*** Opening THE DATA ***

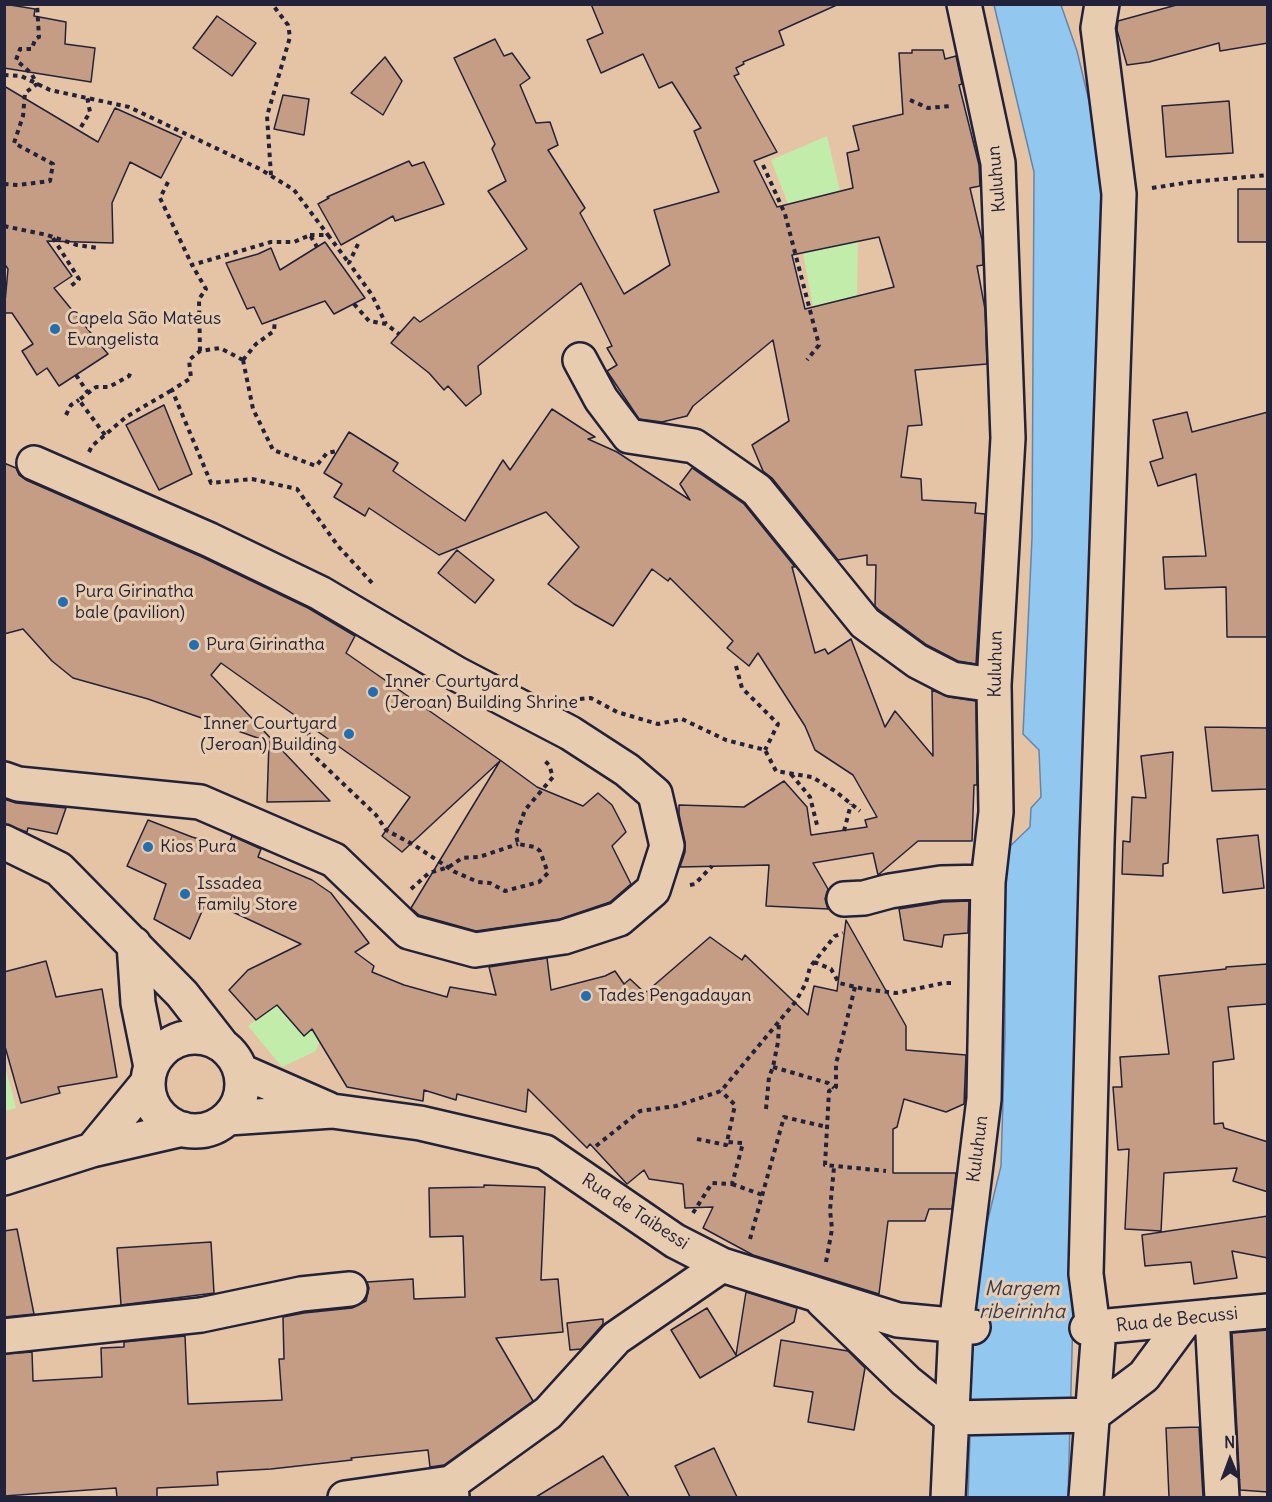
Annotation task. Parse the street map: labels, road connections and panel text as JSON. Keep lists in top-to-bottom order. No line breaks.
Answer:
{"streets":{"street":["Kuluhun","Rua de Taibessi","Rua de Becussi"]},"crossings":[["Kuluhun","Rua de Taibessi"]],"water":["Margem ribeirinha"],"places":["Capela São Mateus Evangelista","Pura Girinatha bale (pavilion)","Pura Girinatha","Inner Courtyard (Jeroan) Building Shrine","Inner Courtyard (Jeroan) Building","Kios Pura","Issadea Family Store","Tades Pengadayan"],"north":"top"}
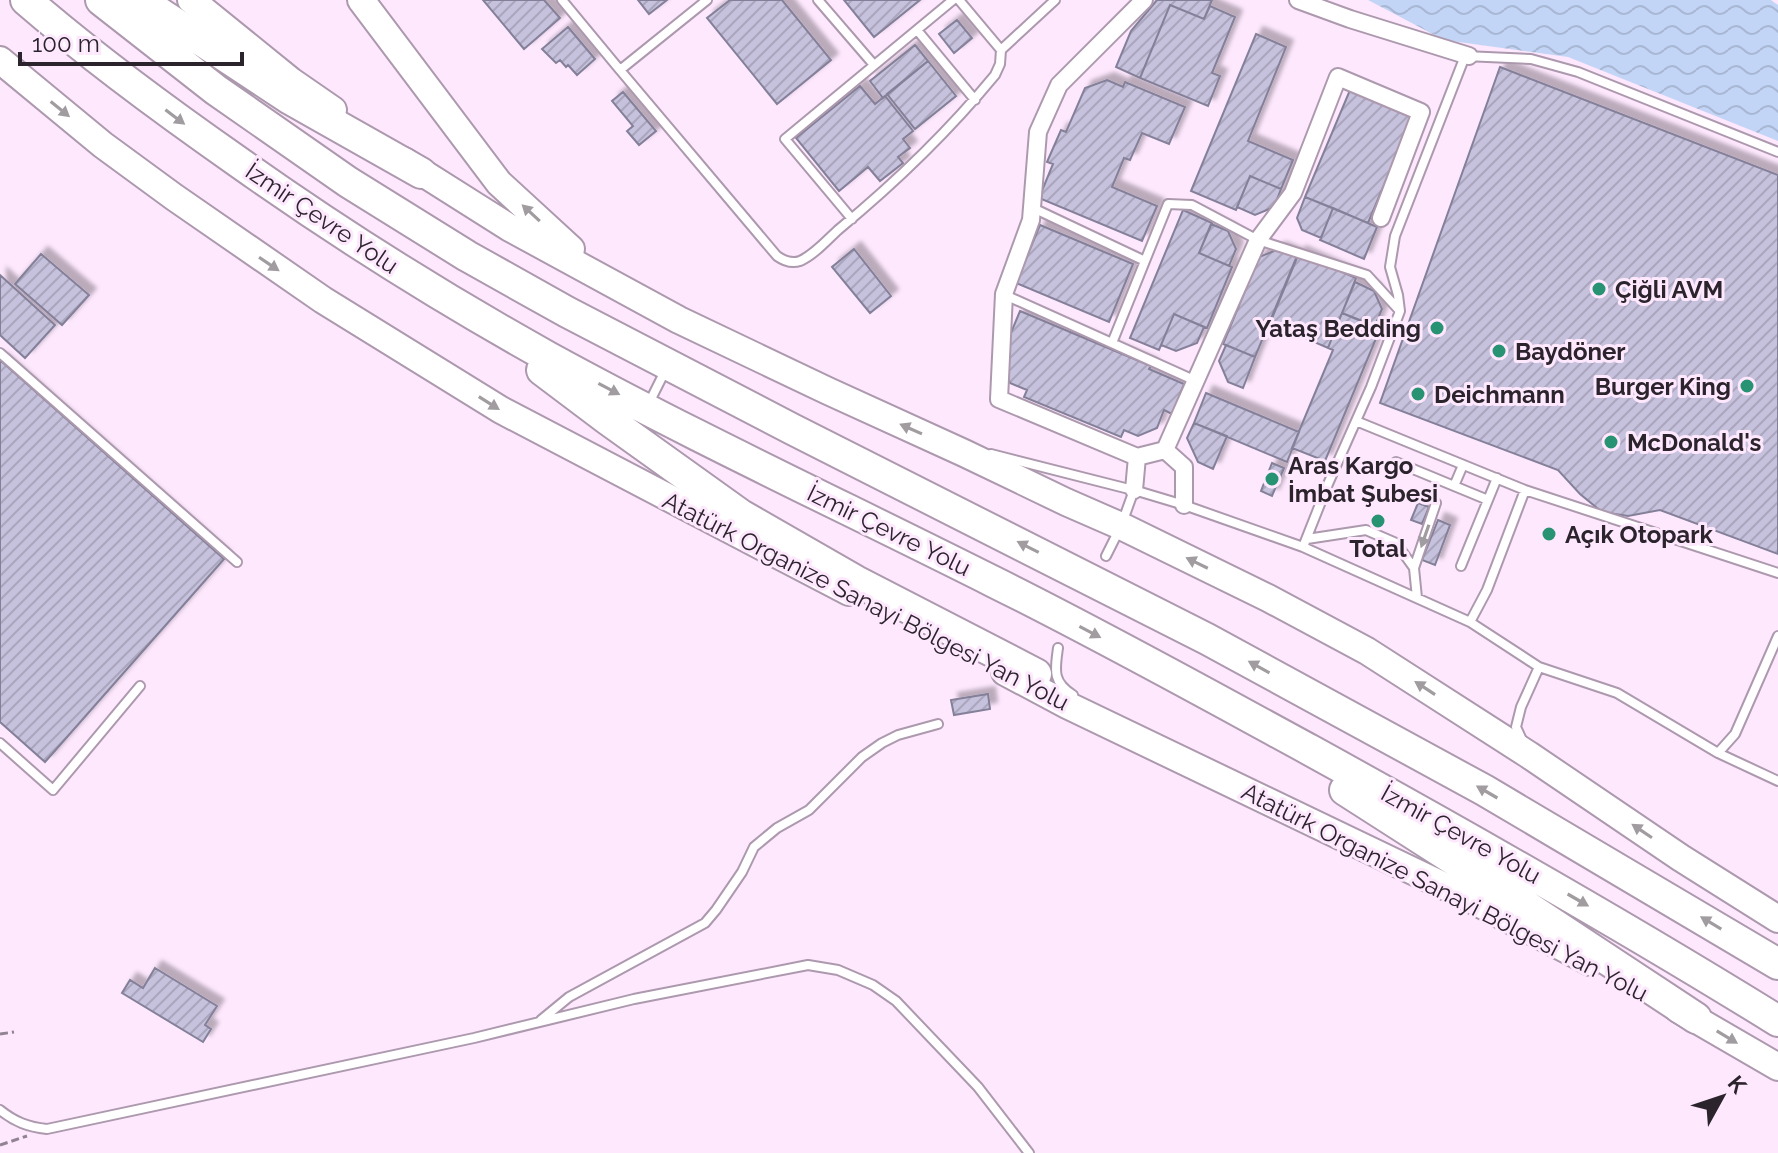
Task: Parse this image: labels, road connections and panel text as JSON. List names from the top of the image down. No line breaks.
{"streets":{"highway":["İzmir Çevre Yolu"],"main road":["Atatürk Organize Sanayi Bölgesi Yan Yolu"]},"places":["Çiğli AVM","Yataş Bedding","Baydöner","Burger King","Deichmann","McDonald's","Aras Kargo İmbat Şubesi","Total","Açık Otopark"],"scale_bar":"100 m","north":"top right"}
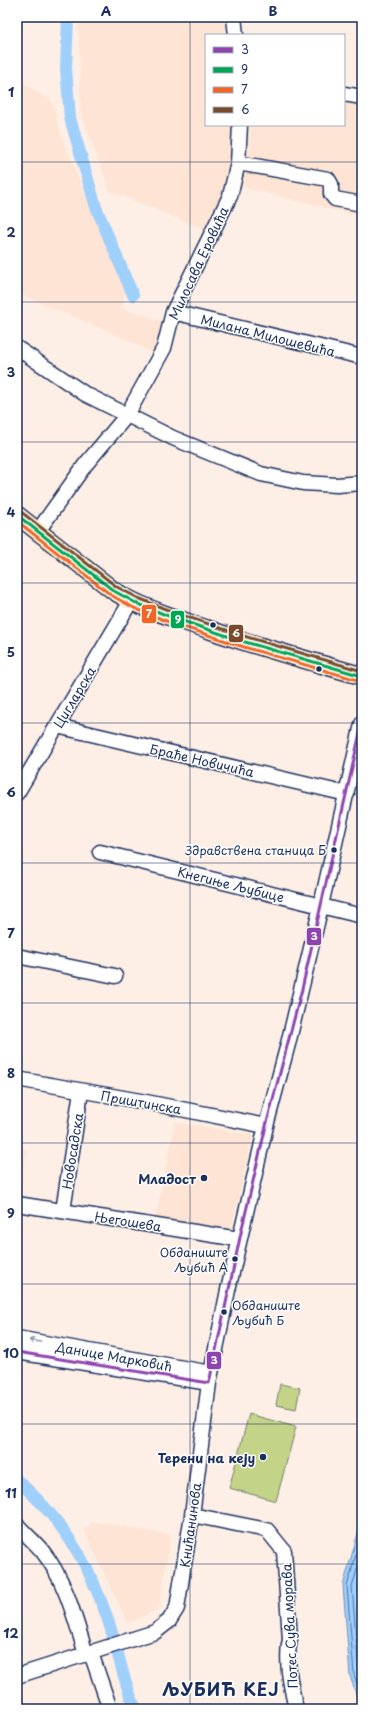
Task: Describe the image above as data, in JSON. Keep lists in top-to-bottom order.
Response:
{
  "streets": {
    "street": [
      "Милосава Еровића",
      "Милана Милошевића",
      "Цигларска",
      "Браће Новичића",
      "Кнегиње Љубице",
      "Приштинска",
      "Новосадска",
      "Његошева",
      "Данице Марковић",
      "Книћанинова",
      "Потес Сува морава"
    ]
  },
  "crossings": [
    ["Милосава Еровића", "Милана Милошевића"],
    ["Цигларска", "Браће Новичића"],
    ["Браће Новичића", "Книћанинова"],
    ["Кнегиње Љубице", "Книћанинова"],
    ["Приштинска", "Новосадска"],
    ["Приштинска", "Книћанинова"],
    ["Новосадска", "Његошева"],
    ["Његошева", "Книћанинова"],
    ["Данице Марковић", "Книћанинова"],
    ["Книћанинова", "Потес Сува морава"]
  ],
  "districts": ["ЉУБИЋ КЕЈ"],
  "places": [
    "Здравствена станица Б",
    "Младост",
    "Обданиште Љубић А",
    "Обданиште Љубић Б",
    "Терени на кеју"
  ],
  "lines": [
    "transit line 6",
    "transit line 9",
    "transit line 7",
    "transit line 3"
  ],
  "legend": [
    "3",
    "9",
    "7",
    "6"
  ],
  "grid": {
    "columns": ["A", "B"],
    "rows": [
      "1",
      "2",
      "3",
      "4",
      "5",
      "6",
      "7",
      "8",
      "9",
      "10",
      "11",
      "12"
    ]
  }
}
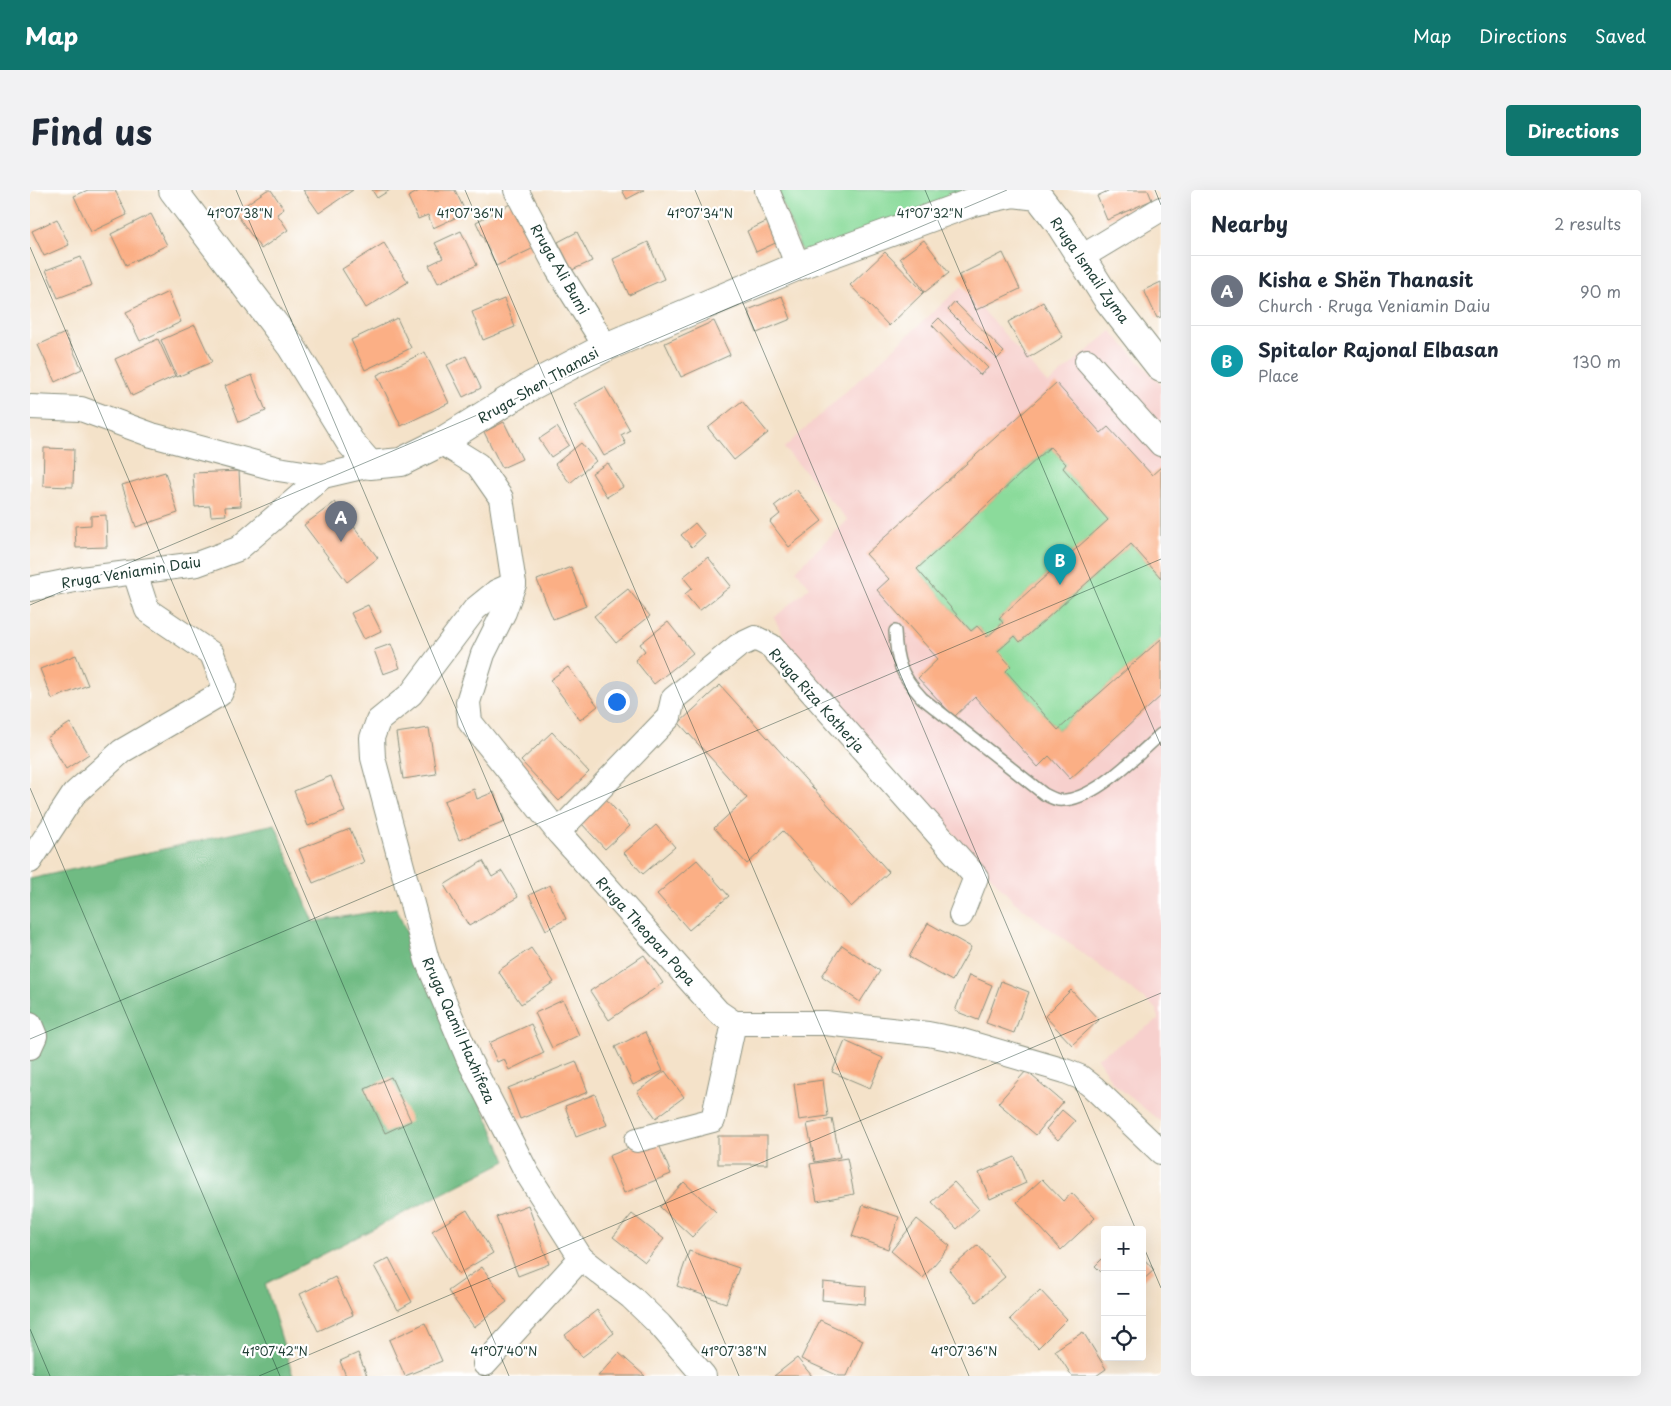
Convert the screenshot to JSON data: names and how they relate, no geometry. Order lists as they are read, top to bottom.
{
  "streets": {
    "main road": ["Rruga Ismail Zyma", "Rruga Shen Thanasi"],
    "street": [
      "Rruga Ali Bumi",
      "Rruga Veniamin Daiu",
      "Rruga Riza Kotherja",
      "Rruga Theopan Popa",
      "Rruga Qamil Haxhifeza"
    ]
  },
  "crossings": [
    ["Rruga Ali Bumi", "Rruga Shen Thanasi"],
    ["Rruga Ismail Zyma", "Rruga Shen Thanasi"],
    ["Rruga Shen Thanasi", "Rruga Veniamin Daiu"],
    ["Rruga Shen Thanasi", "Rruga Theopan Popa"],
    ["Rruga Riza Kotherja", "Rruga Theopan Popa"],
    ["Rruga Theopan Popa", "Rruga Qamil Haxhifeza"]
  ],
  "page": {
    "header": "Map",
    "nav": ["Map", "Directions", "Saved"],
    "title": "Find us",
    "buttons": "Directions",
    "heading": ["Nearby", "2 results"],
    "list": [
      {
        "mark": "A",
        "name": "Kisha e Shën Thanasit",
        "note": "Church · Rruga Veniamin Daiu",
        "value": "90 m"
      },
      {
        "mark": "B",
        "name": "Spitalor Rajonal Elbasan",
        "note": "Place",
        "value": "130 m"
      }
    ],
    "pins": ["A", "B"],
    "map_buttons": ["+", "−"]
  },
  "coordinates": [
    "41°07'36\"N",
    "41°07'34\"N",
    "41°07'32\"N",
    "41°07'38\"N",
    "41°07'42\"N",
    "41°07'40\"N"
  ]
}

*** Closing THE DATA ***

### [DIRECTIONS]
Find all the lines with "Милошевића" in the data and copy them.

### [RESULT FOR THIS EXERCISE]
      "Милана Милошевића",
    ["Милосава Еровића", "Милана Милошевића"],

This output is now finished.